Eyebags & Dimples by Bonnie Henna

Eyebags & Dimples by Bonnie Henna

Author:Bonnie Henna
Language: eng
Format: epub
Publisher: Jacana Media
Published: 2012-01-15T00:00:00+00:00


18

In Sickness and in Health

BACK IN SOUTH AFRICA AFTER the whirlwind and excitement of the trip, we quickly settled back into the administration of life. We had work to find and bills to pay. On the surface, all went smoothly. Our lives were interesting and successful, we were deeply in love, and there were plenty of good times. But despite the happy picture, something else was brewing beneath the surface. Only we couldn’t quite put a finger on it.

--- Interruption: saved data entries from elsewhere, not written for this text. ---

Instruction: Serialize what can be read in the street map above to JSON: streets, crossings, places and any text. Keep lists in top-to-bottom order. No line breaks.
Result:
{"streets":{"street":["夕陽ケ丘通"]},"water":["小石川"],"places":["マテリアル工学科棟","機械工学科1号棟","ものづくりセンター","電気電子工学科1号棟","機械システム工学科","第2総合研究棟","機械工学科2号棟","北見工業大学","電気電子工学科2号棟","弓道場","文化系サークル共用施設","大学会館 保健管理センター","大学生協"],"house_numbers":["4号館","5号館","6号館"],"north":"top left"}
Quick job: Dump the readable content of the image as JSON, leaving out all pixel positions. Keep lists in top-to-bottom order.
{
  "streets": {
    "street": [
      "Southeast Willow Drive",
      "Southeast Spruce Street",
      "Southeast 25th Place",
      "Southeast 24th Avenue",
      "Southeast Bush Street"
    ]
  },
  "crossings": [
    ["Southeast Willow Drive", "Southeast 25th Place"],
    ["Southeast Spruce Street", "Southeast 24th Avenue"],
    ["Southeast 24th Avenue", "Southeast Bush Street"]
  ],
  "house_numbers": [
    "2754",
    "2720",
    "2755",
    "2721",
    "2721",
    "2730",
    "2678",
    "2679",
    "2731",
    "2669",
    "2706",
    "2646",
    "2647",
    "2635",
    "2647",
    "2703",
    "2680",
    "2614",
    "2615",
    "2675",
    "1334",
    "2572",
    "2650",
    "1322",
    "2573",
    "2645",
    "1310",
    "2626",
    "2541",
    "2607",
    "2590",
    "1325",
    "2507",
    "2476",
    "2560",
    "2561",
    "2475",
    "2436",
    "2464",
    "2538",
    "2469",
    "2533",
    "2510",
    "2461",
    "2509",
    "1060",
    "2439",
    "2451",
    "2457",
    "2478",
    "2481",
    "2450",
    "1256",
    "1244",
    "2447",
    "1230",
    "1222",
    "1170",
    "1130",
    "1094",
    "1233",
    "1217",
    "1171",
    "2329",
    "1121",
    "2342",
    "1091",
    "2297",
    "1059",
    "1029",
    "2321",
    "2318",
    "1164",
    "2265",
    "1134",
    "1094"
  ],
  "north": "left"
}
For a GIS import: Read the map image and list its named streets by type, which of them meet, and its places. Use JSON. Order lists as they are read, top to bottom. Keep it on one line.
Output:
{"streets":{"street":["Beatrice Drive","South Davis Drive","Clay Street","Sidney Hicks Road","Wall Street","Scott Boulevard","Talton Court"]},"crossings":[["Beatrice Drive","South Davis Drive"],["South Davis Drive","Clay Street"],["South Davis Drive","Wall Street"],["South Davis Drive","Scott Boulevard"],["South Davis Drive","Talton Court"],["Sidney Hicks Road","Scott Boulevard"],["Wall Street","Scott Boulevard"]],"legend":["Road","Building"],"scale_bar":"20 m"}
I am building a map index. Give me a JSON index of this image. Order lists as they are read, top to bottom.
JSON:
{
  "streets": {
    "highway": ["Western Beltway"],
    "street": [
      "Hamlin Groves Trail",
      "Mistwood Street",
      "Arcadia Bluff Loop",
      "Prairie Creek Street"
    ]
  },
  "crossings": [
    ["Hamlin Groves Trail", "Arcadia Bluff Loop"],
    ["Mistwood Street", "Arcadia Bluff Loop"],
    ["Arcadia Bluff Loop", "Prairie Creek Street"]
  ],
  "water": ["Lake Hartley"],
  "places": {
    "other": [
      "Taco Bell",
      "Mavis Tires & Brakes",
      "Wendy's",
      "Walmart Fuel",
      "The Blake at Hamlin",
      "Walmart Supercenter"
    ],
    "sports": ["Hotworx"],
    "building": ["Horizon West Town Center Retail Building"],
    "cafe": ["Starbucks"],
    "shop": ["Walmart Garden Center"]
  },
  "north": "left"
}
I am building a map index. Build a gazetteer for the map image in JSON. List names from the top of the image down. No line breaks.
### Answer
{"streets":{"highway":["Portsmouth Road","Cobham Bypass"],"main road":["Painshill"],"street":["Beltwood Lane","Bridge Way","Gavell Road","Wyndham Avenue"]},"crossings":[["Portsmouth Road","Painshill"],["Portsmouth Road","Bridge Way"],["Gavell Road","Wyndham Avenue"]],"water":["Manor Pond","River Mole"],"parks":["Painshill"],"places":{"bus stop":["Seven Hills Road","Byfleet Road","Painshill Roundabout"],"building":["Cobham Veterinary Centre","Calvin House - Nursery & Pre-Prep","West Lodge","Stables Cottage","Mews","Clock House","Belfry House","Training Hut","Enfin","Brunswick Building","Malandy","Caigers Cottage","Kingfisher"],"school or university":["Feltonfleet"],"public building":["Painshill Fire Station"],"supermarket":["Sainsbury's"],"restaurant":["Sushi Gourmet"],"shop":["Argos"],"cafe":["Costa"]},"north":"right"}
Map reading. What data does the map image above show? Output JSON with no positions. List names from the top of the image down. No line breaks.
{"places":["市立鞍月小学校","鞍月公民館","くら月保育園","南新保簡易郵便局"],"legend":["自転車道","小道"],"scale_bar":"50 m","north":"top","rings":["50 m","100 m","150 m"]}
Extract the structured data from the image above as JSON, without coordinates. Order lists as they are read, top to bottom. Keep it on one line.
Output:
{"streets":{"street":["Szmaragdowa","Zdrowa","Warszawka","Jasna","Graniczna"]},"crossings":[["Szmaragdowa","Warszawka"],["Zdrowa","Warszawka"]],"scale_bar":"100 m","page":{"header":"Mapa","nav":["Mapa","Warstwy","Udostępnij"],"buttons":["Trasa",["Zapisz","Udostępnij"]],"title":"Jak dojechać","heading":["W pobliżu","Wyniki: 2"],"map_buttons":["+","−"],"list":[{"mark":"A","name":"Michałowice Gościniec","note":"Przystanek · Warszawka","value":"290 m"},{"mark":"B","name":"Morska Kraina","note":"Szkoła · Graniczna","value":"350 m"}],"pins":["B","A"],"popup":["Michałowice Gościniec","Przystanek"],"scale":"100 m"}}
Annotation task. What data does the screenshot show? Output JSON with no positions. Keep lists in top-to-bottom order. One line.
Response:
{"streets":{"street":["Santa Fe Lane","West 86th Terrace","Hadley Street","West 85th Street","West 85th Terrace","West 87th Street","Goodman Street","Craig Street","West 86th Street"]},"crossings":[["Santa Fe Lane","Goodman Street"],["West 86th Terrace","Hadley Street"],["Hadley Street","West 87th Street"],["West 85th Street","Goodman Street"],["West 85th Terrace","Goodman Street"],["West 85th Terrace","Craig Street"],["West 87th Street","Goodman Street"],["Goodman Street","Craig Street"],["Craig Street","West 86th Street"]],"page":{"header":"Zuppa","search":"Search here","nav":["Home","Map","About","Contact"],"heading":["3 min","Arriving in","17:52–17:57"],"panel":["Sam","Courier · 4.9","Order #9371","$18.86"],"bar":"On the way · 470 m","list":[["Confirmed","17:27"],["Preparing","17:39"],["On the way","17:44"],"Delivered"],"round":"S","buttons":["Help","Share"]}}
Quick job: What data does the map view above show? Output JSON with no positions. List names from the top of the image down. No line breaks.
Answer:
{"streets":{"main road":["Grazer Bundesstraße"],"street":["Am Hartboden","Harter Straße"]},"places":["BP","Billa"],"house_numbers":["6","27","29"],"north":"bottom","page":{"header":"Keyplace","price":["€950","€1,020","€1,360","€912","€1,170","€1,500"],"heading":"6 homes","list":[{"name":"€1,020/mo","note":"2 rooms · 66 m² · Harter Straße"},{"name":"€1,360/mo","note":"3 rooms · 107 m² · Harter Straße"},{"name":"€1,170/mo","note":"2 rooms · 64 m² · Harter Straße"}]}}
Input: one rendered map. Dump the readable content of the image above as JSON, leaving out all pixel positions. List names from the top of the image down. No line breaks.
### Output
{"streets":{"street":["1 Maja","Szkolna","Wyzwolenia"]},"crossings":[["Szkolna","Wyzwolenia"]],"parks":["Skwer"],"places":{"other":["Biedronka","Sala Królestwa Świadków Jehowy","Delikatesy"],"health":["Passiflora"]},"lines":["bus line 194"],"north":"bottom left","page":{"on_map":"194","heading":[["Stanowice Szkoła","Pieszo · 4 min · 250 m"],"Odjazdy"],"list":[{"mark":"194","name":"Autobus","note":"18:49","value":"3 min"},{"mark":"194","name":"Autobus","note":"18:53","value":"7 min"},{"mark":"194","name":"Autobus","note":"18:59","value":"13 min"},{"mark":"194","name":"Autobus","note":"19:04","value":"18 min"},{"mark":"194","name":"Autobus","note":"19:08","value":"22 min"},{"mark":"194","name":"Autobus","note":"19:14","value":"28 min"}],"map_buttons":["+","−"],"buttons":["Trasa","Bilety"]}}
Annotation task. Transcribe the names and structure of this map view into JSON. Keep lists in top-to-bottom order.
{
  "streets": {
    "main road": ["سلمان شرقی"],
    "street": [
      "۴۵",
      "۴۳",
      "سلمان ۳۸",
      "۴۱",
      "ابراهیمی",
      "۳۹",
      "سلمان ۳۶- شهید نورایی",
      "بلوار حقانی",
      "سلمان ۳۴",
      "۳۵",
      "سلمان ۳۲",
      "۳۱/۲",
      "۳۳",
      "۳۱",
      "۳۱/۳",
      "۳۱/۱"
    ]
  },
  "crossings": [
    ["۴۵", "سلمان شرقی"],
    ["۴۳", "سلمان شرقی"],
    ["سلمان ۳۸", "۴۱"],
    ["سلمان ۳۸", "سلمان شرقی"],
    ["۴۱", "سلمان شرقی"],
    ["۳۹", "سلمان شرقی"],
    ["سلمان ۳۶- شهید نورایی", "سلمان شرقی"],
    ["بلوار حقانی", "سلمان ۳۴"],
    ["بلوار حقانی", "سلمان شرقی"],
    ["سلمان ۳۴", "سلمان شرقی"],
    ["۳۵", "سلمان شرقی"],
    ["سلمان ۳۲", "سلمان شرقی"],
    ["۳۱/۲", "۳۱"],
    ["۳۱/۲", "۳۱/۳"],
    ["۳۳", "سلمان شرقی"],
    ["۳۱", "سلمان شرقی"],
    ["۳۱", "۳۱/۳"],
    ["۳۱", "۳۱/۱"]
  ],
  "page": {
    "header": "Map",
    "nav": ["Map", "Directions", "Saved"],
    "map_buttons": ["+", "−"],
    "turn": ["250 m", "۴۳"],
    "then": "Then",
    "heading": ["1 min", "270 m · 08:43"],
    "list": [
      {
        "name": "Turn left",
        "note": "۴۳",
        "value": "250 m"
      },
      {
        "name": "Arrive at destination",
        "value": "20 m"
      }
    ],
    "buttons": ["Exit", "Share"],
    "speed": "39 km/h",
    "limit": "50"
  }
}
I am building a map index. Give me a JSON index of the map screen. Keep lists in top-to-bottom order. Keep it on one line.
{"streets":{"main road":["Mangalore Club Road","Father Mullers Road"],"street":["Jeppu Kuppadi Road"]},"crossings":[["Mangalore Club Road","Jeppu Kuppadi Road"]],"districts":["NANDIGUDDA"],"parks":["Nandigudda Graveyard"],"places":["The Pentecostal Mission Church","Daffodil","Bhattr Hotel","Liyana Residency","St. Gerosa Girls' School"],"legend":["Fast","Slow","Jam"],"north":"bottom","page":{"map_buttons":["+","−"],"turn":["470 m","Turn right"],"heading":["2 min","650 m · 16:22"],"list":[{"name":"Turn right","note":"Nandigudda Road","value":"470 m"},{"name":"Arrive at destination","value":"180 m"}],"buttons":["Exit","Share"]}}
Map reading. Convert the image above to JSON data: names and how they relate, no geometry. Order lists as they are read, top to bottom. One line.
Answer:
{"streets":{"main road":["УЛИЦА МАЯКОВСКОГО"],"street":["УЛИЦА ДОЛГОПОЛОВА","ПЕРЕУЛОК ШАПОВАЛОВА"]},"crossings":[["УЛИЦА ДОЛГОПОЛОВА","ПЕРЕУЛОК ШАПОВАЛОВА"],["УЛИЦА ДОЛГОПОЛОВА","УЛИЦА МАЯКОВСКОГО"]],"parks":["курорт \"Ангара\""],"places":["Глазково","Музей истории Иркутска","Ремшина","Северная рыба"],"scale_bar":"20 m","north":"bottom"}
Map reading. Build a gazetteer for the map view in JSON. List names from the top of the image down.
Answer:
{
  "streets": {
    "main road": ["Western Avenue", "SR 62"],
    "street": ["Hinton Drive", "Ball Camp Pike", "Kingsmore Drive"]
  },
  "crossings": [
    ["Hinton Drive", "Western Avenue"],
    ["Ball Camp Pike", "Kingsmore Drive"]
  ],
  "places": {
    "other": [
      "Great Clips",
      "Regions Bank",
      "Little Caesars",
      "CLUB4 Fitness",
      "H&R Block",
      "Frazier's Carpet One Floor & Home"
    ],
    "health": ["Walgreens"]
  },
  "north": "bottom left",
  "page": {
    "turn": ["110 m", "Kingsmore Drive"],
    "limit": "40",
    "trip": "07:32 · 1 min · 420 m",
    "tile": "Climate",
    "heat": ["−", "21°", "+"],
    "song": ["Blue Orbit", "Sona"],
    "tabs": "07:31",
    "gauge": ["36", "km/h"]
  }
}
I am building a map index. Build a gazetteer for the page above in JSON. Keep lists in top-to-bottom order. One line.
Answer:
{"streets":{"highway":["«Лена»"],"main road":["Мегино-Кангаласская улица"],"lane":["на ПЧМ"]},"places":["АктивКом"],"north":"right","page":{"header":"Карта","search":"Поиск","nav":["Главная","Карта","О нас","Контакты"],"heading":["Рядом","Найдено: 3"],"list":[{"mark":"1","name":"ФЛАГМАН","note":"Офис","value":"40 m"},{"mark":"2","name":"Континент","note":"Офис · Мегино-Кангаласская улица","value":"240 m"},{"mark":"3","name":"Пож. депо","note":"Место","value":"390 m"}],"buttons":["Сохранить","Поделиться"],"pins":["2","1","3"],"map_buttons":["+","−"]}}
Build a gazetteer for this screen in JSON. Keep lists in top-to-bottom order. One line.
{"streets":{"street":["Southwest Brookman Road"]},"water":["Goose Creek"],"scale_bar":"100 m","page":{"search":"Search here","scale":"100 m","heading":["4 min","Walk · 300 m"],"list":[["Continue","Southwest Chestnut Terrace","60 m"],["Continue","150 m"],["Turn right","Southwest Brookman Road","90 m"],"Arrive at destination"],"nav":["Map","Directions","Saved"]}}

There’s a certain level of safety in the distance of dating, where aspects of you and your partner lie hidden. You have the luxury of space and time to prepare yourself and be on your best behaviour, to put your best foot forward. You can keep your carelessness for when you’re behind closed doors, not attempting to impress anyone. You can choose what part of yourself to expose and what to expose yourself to. It’s like putting on a pair of tight stilettos for an appointment, bearing the pain, comforted by the knowledge that in a few hours you’ll be able to kick them off again and let your toes breathe.

But in a marriage there’s no such luxury. The distance and space disappear, and spouses suddenly get a front-row seat in the drama of each other’s lives.

Within a year of our marriage, both my husband and I began to realise that something was wrong. We had no idea of its source, but I believed it lay with me. It had begun to reveal itself as soon as we crossed the threshold into married life. We never talked about it, because we’d never identified it; it was the proverbial elephant in the room.

There were long, cold silences in the mornings. As the first signs of daylight crept through our window panes, I’d pull the covers over my head so the day couldn’t find me; it was my daily ritual of hide and seek. From the moment of opening my eyes, hopelessness greeted me, draining my body of all energy or enthusiasm. We were newly married, supposedly in the honeymoon phase, yet I had no energy for anything, not for getting up, sex, eating or even – perhaps especially – talking to my husband.

I was constantly trying to hide from my husband. It didn’t happen consciously; it was a habit I’d come into the marriage with, a survival mechanism. I made no attempt to reveal to him all the baggage I’d accumulated – I’d grown so accustomed to carrying it, I was hardly aware of its weight. To explain my strange behaviour, lack of libido and constant fatigue, I had to come up with a myriad excuses. Sometimes I was so tired that getting off the couch to give him a hug when he got home felt like a four-kilometre hike. He’d be standing there reaching for a hug and I’d say, ‘I’m tired love, really tired,’ and he’d stand there paralysed in puzzlement. He took it as rejection, as me withholding affection because I didn’t care.